Real Music & Real Estate . . .

Yiddishe Cup’s bandleader, Bert Stratton, is Klezmer Guy.
 

He knows about the band biz and – check this out – the real estate biz, too.
 

You may not care about the real estate biz. Hey, you may not care about the band biz. (See you.)
 

This is a blog with a gamy twist. It features tenants with snakes and skunks, and musicians with smoked fish in their pockets.
 

Stratton has written op-eds for the Wall Street Journal, New York Times and Washington Post.


 
 

Posts from — August 2011

HOLLYWOOD BOWLS US

My wife, Alice, was one of the many star-struck fans who drove to Rockside Road and I-77 in Cleveland to audition for The Avengers movie.

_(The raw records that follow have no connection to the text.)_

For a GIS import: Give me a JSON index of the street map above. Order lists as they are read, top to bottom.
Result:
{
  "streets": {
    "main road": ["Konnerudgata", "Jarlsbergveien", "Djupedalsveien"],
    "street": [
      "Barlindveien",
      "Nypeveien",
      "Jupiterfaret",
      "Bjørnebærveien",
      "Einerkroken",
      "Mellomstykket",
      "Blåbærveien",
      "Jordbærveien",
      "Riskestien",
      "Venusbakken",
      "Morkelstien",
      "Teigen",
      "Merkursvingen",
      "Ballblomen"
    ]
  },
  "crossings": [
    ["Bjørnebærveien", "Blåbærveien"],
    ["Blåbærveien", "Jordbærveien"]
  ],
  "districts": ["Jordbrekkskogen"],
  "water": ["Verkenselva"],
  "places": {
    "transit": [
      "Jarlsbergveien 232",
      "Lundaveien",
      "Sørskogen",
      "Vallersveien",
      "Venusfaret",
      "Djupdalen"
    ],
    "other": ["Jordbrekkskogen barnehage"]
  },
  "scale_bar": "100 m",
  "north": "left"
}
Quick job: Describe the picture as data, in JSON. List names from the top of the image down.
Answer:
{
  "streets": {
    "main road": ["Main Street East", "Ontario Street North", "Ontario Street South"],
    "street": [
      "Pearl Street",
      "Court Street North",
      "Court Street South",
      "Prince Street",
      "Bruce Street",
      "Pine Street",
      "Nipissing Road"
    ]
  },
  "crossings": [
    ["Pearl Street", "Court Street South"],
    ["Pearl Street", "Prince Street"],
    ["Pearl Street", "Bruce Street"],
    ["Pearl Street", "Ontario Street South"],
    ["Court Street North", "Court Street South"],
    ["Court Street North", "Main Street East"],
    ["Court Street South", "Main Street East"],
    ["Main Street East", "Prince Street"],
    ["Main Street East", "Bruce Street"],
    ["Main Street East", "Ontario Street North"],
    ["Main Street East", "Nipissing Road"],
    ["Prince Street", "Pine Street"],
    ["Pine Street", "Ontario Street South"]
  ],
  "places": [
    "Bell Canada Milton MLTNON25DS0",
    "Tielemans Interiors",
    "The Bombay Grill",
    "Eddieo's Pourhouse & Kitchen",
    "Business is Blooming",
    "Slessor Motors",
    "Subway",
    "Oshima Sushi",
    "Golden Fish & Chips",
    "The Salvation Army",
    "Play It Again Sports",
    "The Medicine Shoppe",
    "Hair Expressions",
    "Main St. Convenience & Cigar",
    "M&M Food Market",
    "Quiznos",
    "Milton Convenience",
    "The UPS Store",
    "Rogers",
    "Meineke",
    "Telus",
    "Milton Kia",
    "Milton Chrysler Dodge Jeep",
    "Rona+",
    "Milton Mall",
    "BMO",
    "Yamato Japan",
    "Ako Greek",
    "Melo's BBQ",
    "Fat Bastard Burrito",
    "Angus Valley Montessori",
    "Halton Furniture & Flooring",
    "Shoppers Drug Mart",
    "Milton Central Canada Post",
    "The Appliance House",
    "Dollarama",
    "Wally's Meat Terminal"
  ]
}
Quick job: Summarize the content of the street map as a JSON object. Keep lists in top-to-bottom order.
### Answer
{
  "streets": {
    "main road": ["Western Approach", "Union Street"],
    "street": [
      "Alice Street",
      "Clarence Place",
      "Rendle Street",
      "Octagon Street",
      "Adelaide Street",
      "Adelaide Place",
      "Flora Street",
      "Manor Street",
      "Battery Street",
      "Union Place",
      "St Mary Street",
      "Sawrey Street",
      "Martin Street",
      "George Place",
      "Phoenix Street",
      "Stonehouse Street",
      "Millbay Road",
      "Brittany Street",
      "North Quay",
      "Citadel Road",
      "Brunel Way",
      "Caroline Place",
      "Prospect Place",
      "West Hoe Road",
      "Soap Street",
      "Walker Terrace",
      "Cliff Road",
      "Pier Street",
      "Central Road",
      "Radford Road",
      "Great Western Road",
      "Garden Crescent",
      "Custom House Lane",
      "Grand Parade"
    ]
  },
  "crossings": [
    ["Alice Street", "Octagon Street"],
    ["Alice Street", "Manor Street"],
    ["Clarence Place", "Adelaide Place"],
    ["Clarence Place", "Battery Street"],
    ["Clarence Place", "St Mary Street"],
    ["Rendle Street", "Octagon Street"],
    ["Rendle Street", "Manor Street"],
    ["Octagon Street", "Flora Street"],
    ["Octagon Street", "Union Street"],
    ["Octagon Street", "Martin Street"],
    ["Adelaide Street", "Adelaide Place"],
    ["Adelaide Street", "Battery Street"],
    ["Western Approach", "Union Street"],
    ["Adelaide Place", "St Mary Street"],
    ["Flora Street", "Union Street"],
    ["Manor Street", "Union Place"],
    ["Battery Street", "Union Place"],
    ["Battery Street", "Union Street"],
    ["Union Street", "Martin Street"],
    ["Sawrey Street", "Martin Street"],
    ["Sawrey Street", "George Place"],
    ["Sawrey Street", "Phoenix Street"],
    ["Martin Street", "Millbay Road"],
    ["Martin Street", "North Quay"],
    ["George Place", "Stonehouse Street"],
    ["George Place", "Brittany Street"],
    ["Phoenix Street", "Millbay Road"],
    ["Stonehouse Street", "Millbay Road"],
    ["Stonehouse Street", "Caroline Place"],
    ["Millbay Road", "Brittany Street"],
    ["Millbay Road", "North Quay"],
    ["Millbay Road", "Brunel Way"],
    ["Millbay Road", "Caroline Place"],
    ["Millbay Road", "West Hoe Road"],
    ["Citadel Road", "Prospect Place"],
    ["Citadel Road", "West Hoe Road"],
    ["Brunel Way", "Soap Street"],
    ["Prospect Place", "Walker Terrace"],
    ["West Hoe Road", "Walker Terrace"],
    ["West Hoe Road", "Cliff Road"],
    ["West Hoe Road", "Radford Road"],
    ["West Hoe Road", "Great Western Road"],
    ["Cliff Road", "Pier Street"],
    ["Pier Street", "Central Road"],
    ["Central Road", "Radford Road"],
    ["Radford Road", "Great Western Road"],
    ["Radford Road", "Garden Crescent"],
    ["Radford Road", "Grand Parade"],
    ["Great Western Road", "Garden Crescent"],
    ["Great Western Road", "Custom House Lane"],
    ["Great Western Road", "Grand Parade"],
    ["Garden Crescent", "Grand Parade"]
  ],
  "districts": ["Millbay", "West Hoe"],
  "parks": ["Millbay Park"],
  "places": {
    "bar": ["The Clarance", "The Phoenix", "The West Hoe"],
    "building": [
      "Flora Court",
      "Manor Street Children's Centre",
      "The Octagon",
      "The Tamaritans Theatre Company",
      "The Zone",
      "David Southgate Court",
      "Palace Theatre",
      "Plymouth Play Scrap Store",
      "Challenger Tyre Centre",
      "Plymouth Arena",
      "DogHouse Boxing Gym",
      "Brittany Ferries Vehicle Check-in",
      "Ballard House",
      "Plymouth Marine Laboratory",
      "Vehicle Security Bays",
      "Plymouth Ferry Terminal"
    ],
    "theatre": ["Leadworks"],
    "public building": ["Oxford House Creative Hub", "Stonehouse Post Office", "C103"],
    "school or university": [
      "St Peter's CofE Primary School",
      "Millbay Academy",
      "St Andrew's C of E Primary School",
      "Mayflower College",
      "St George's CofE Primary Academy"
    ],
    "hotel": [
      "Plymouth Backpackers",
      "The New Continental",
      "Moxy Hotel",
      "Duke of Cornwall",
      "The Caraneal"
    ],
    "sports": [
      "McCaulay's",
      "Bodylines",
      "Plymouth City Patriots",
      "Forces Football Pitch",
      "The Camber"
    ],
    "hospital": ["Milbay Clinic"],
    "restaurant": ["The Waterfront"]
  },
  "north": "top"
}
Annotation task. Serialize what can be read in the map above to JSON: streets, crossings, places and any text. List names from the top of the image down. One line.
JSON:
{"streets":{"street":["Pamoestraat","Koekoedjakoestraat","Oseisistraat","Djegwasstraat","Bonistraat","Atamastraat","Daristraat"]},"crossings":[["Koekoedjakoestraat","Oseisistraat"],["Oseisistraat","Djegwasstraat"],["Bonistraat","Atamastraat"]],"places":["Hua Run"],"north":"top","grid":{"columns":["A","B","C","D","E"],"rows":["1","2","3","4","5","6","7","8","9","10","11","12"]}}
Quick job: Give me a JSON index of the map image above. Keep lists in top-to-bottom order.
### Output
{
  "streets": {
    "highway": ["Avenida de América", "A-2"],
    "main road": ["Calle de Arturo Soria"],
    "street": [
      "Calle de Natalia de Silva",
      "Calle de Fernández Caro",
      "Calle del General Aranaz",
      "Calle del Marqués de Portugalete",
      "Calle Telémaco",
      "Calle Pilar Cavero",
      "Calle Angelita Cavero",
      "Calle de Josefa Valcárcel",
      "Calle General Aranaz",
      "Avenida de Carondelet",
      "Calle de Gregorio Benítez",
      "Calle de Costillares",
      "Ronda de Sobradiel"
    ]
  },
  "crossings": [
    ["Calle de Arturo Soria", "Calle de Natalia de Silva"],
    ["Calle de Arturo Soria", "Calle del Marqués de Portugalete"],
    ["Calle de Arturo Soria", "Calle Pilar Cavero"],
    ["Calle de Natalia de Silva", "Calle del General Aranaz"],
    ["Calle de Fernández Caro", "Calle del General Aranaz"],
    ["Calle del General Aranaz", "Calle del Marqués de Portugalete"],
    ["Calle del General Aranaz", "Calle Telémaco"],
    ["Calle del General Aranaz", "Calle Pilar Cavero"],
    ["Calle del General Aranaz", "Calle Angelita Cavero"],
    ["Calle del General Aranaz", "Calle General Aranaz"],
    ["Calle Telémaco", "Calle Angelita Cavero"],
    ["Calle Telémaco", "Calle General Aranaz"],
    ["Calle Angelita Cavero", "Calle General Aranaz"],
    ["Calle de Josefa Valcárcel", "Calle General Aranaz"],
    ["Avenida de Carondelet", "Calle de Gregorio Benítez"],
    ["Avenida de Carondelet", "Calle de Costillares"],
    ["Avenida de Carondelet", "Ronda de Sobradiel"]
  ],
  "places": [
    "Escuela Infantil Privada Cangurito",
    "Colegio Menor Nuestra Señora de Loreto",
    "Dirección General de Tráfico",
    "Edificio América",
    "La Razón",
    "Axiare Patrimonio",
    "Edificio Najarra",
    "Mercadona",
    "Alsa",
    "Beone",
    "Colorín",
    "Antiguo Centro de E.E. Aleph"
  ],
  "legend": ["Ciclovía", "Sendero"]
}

I asked Alice, “Did you get the part?  Did you read anything?”

Not only did she not read, she did not even audition. The traffic was so horrendous at Rockside Road, she turned around.  Thousands of people had shown up for the audition.  The line of wannabes snaked at least a mile from the building, according to the Cleveland Plain Dealer.

There was another Hollywood movie, Fun Size, filmed a few weeks earlier, several blocks from our house in Cleveland Heights.  That’s when Alice got star struck.  Catering and make-up trucks were around our neighborhood.

I heard about it.  I didn’t want to see the trucks.  I have a bias against Hollywood.

Hollywood guys have too much fun.  They should be making radiator valves, or PVC pipe fittings, like the rest of the world.  Not blowing things up and eating from catering trucks.

My wife’s school gym (where she teaches elementary-school physical education) was turned into a vast make-up room for Fun Size.  She said the school board got $500,000 for the rental.

I didn’t believe that.  Alice’s source — the school janitor — told her the five-hundred grand figure.

Make that $50,000.  I’d accept that.  Better yet, $5,000.  Who would pay half a million to rent a school building for a couple days?  Hollywood is a funny ballpark, but not that funny.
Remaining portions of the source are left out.